Project Objectives

• Acting : Implemented motion control strategies, including PID controllers and trajectory-following algorithms for precise navigation.

• Sensing : Utilized sensors like quadrature encoders, a 2D LiDAR, an IMU, and a camera for environment perception and robot localization.

• Reasoning : Developed algorithms for Monte Carlo Localization (MCL), simultaneous localization and mapping (SLAM), and path planning.

Implementation Methodology

1. Low Level Control

   • Designed and tuned a PID controller for precise wheel speed control and body velocity adjustments.

   • Implemented an odometry module using encoder and IMU data to estimate the robot's position and orientation through dead reckoning.

   • Developed a motion controller to execute paths between waypoints, ensuring smooth transitions and maintaining trajectory accuracy.

     
     

2. Vision Stack

   • Calibrated the camera for intrinsic and extrinsic parameters, enabling accurate mapping between image and world coordinates.

   • Utilized AprilTags for obstacle detection, distance estimation, and visual servoing to align the robot with targets.

   
   

3. Simultaneous Localization & Mapping (SLAM)

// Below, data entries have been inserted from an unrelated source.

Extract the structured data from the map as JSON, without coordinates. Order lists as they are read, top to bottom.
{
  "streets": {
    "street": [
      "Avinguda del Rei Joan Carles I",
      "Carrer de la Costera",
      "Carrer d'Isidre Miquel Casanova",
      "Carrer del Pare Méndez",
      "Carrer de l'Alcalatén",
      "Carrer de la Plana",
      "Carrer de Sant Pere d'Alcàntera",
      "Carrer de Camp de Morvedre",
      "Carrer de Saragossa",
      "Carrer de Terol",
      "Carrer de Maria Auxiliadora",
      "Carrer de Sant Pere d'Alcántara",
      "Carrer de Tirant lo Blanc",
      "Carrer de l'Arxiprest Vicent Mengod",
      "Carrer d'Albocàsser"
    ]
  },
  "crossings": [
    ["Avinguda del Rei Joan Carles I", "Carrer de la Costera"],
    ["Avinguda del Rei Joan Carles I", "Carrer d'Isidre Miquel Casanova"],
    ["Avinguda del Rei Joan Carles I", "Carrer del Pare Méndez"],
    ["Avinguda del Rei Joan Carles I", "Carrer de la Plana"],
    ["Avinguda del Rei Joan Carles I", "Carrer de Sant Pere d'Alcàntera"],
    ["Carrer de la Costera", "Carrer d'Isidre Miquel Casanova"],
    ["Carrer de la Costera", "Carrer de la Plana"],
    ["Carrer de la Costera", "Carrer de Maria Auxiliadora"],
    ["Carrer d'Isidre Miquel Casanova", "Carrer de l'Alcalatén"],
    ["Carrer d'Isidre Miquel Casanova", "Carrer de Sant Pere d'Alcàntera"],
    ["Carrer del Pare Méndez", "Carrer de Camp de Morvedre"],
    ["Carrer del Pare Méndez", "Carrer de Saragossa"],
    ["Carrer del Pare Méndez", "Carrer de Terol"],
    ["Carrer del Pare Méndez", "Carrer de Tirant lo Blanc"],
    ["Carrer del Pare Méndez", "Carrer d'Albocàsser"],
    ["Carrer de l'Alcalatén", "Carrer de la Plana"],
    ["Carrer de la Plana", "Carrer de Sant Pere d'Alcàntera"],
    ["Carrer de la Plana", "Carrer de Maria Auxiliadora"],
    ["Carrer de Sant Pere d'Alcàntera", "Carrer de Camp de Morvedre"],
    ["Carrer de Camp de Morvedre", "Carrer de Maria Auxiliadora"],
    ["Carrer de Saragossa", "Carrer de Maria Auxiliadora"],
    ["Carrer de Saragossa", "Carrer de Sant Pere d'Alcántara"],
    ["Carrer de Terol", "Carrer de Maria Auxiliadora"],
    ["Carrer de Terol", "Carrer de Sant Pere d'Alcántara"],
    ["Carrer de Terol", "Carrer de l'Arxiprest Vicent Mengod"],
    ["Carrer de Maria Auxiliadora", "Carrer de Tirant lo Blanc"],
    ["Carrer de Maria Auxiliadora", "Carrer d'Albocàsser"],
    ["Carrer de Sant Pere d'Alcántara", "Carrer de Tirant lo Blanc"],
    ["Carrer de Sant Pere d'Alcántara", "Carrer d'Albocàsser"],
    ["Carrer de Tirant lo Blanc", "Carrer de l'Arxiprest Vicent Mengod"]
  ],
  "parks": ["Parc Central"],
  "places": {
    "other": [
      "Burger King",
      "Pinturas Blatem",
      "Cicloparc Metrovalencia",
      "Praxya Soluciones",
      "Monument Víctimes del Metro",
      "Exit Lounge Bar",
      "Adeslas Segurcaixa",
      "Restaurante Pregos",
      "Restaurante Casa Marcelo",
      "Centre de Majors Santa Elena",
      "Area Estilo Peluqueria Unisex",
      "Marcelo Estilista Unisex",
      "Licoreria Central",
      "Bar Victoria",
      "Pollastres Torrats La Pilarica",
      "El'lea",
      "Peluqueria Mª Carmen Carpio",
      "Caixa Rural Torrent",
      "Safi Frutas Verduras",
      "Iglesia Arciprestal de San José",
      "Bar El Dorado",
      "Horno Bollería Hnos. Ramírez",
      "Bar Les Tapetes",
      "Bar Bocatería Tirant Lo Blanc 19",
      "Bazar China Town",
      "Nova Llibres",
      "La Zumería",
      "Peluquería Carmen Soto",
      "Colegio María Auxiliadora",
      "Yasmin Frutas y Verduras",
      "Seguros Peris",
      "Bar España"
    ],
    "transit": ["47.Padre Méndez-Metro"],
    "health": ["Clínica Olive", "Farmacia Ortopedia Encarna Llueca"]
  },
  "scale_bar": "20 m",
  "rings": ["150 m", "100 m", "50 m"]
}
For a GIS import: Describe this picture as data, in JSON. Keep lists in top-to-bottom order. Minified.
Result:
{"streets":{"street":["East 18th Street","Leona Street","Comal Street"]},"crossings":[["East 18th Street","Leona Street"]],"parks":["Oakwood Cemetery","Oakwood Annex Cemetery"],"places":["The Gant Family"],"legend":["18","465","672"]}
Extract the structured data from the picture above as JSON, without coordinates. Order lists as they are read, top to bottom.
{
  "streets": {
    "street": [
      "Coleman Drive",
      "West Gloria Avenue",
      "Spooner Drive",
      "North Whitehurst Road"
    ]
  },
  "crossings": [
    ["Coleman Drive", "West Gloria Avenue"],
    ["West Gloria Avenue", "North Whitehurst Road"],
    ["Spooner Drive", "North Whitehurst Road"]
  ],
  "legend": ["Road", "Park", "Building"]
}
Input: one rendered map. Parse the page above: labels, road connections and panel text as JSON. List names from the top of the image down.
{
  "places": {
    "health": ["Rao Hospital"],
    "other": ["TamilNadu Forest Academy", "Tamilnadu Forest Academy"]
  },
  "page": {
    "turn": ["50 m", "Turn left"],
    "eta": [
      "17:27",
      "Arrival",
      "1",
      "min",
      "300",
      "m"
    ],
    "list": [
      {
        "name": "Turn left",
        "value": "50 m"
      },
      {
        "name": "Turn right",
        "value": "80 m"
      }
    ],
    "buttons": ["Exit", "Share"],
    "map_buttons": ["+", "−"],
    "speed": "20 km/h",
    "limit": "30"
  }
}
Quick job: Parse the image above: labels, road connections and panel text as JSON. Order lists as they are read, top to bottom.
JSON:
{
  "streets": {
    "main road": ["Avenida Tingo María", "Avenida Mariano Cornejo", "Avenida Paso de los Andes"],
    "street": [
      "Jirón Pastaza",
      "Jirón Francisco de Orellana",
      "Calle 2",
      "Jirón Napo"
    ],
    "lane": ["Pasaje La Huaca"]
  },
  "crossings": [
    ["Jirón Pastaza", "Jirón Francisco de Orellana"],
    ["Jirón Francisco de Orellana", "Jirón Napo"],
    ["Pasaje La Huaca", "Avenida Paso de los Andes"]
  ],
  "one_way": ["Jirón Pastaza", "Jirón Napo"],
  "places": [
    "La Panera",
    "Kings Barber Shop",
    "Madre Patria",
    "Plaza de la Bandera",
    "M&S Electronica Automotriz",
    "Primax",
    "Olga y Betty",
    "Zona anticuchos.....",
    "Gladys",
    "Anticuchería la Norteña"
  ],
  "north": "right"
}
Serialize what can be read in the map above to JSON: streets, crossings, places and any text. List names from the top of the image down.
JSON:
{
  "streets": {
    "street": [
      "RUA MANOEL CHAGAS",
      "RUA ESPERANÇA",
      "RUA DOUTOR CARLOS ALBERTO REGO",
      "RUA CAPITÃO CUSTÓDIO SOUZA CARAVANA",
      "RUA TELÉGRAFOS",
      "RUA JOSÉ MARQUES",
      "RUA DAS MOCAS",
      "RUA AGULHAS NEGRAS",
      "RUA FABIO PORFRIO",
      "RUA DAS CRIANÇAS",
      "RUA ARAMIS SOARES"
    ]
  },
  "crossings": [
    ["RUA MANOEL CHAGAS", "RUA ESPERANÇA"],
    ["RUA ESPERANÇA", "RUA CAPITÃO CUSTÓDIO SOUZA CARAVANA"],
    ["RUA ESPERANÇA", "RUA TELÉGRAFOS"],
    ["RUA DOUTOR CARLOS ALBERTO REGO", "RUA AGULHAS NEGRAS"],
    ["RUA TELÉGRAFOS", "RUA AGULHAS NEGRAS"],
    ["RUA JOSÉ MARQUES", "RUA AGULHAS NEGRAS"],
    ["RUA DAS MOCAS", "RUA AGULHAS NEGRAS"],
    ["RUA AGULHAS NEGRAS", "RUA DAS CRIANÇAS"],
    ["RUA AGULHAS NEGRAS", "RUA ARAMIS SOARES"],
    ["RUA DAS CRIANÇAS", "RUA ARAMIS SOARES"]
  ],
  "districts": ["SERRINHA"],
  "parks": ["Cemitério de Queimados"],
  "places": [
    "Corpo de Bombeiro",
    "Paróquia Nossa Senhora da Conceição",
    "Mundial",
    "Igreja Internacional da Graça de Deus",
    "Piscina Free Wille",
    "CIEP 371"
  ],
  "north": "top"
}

   • Implemented an occupancy grid mapping algorithm using LiDAR data and ground-truth poses.

   • Developed a Monte Carlo Localization (MCL) module to estimate the robot’s pose within a known map using a particle filter.

   • Combined localization and mapping into a robust SLAM system, enabling real-time environment mapping and navigation.

     
     

4. Path Planning

   • Built an A* path planner to compute optimal paths through a mapped environment.

   • Implemented obstacle avoidance strategies and ensured smooth execution of planned paths using a motion controller.

   • Designed an exploration algorithm to autonomously navigate and map unknown environments by identifying unexplored frontiers.

     
     

5. Lifting Mechanism

   • Designed and prototyped a gripper mechanism to lift and place targets.

   • Integrated gripper control with the MBot's motion system to complete pick-and-place tasks.

   
   

Results & Challenges

• Maze Eploration : Successfully mapped a maze, returned to the starting pose, and achieved high accuracy in map quality.

• Warehouse Task : Completed the pick-and-place challenge by retrieving and placing multiple targets within time constraints.